▶ _WHAT YOU NEED TO DO_: Taking the first line of the listing as the start and the line containing "filter:drop-shadow(2px 0 #a8b8b2)" as the end, reproduce everything in between exactly, both ends included.

▶ _RECORDED INFORMATION_:
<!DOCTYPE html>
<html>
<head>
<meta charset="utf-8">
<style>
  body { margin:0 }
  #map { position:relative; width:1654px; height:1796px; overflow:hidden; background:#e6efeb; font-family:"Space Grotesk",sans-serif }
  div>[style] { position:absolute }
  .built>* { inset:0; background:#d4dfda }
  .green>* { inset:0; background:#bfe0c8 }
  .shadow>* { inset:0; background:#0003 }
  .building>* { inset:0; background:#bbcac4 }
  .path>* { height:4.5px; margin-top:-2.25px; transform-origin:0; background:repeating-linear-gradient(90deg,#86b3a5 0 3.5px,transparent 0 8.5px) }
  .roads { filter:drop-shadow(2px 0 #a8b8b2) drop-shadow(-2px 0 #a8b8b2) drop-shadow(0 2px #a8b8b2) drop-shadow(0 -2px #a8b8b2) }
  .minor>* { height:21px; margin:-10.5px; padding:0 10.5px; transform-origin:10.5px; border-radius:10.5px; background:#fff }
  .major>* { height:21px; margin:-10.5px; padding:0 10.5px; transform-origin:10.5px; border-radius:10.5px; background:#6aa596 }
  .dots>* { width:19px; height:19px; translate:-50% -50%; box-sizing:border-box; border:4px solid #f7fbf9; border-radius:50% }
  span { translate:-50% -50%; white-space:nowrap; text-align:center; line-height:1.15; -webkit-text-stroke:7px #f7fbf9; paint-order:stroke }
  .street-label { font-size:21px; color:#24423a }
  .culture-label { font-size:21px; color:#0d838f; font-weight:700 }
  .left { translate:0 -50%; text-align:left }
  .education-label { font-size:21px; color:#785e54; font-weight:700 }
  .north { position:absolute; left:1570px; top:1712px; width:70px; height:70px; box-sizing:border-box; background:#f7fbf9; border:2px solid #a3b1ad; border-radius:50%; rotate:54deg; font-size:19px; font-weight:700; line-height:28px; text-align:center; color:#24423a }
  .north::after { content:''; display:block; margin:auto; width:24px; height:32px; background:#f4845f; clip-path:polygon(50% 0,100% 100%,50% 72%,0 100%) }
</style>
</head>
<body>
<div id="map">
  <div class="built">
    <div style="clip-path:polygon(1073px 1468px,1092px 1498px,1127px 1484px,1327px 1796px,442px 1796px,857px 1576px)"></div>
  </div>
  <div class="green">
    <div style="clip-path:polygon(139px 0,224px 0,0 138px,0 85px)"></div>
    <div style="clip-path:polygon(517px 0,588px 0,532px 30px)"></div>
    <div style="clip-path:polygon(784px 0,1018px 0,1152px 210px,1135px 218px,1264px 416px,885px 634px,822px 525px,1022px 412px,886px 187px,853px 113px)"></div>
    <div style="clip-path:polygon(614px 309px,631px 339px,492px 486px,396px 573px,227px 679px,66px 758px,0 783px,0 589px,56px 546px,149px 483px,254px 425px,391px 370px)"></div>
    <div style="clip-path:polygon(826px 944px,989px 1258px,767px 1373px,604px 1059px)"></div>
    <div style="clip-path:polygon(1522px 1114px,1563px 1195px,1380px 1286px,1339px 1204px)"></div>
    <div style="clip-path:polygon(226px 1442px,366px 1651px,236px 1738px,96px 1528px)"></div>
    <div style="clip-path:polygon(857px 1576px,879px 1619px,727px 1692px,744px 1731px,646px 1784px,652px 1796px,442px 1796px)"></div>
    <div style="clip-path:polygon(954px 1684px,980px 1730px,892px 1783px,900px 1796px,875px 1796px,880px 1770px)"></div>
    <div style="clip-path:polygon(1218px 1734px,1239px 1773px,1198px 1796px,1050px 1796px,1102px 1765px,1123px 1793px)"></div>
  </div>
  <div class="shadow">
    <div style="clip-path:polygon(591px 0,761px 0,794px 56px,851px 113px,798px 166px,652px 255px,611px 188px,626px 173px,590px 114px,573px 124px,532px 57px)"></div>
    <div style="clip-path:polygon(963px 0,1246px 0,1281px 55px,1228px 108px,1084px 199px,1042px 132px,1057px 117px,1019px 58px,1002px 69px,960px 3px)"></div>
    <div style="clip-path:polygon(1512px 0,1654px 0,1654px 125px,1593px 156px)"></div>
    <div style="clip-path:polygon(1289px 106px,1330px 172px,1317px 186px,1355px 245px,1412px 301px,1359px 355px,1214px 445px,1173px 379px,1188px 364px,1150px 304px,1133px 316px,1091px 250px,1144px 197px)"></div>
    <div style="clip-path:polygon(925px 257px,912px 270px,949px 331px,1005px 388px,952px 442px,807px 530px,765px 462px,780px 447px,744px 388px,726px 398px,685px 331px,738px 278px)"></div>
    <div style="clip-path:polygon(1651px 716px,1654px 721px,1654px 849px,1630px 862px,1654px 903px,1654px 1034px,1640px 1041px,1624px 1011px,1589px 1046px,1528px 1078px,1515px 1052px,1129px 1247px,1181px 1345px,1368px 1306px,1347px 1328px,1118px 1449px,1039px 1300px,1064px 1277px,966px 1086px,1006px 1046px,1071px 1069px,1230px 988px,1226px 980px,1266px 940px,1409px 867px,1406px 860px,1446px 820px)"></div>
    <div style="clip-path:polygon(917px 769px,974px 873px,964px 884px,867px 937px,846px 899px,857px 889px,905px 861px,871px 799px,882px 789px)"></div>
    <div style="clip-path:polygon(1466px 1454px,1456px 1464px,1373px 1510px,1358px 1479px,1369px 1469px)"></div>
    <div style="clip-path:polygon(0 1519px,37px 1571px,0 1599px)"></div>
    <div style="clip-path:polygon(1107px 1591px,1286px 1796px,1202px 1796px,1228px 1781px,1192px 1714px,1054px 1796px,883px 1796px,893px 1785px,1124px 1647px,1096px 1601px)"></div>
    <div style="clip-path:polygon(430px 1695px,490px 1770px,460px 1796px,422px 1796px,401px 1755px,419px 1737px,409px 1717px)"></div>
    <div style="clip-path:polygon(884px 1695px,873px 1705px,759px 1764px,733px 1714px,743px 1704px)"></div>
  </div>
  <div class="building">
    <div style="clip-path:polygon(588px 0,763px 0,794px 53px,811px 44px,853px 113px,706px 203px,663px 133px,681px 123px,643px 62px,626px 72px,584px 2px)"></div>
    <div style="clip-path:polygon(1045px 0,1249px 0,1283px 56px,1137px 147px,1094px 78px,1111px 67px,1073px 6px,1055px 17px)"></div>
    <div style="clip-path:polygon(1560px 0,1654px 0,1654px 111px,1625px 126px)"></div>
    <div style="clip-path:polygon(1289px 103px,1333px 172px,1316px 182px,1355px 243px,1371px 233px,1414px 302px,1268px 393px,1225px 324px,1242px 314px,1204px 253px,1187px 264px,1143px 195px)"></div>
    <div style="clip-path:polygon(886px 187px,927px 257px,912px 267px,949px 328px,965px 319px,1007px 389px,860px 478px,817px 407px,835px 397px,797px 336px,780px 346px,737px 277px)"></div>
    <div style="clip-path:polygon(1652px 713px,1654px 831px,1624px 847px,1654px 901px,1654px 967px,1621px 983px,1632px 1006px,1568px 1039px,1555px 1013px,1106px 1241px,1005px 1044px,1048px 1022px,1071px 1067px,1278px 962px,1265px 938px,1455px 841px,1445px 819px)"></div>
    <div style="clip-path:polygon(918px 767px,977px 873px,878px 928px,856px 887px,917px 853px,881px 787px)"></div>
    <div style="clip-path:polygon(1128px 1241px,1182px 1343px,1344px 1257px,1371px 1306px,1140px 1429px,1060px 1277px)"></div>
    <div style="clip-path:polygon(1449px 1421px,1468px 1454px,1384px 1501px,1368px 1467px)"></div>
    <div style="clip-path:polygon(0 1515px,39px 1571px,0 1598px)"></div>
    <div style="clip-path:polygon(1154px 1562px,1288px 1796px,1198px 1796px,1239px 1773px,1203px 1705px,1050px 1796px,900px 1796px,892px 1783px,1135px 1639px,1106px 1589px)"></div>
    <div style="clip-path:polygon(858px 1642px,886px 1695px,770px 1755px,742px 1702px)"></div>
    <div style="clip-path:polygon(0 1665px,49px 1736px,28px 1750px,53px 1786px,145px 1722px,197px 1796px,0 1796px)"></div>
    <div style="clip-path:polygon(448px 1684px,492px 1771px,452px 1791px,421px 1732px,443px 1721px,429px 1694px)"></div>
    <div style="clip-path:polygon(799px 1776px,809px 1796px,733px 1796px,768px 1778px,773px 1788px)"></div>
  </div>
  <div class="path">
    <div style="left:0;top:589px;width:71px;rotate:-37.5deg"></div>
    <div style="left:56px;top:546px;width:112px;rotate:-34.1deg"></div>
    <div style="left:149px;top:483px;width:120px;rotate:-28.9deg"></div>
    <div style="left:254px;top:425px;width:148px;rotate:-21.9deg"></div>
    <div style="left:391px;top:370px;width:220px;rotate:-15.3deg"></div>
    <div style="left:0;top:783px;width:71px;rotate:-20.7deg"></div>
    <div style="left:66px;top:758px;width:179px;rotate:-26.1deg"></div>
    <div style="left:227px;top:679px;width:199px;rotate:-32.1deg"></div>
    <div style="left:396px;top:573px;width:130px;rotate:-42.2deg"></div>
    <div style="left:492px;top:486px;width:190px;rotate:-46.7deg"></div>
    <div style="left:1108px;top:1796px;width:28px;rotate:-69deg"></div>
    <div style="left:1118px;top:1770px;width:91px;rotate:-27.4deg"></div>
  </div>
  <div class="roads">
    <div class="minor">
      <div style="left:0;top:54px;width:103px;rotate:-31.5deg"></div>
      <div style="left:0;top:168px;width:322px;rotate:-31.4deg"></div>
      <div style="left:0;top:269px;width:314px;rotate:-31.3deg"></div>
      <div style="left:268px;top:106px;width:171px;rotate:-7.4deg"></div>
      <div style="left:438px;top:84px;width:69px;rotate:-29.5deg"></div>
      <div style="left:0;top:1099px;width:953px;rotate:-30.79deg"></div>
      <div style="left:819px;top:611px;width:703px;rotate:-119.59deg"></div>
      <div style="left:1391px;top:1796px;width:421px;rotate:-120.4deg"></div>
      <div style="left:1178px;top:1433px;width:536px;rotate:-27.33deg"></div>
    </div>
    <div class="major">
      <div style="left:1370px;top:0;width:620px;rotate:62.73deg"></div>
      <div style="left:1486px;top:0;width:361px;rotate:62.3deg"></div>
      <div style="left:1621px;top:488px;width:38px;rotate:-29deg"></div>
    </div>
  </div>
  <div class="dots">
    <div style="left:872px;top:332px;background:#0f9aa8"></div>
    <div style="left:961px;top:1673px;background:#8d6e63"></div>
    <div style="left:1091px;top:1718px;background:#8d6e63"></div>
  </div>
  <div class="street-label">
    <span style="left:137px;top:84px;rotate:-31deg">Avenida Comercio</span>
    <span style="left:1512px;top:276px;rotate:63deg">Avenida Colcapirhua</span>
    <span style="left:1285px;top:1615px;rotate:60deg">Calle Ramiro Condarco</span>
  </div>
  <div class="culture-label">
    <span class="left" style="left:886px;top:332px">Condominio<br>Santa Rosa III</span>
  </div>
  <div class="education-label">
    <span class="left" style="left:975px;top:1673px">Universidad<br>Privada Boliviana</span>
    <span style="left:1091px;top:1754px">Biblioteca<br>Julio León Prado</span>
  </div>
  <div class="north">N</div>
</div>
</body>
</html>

▶ _TASK SOLUTION_:
<!DOCTYPE html>
<html>
<head>
<meta charset="utf-8">
<style>
  body { margin:0 }
  #map { position:relative; width:1654px; height:1796px; overflow:hidden; background:#e6efeb; font-family:"Space Grotesk",sans-serif }
  div>[style] { position:absolute }
  .built>* { inset:0; background:#d4dfda }
  .green>* { inset:0; background:#bfe0c8 }
  .shadow>* { inset:0; background:#0003 }
  .building>* { inset:0; background:#bbcac4 }
  .path>* { height:4.5px; margin-top:-2.25px; transform-origin:0; background:repeating-linear-gradient(90deg,#86b3a5 0 3.5px,transparent 0 8.5px) }
  .roads { filter:drop-shadow(2px 0 #a8b8b2) drop-shadow(-2px 0 #a8b8b2) drop-shadow(0 2px #a8b8b2) drop-shadow(0 -2px #a8b8b2) }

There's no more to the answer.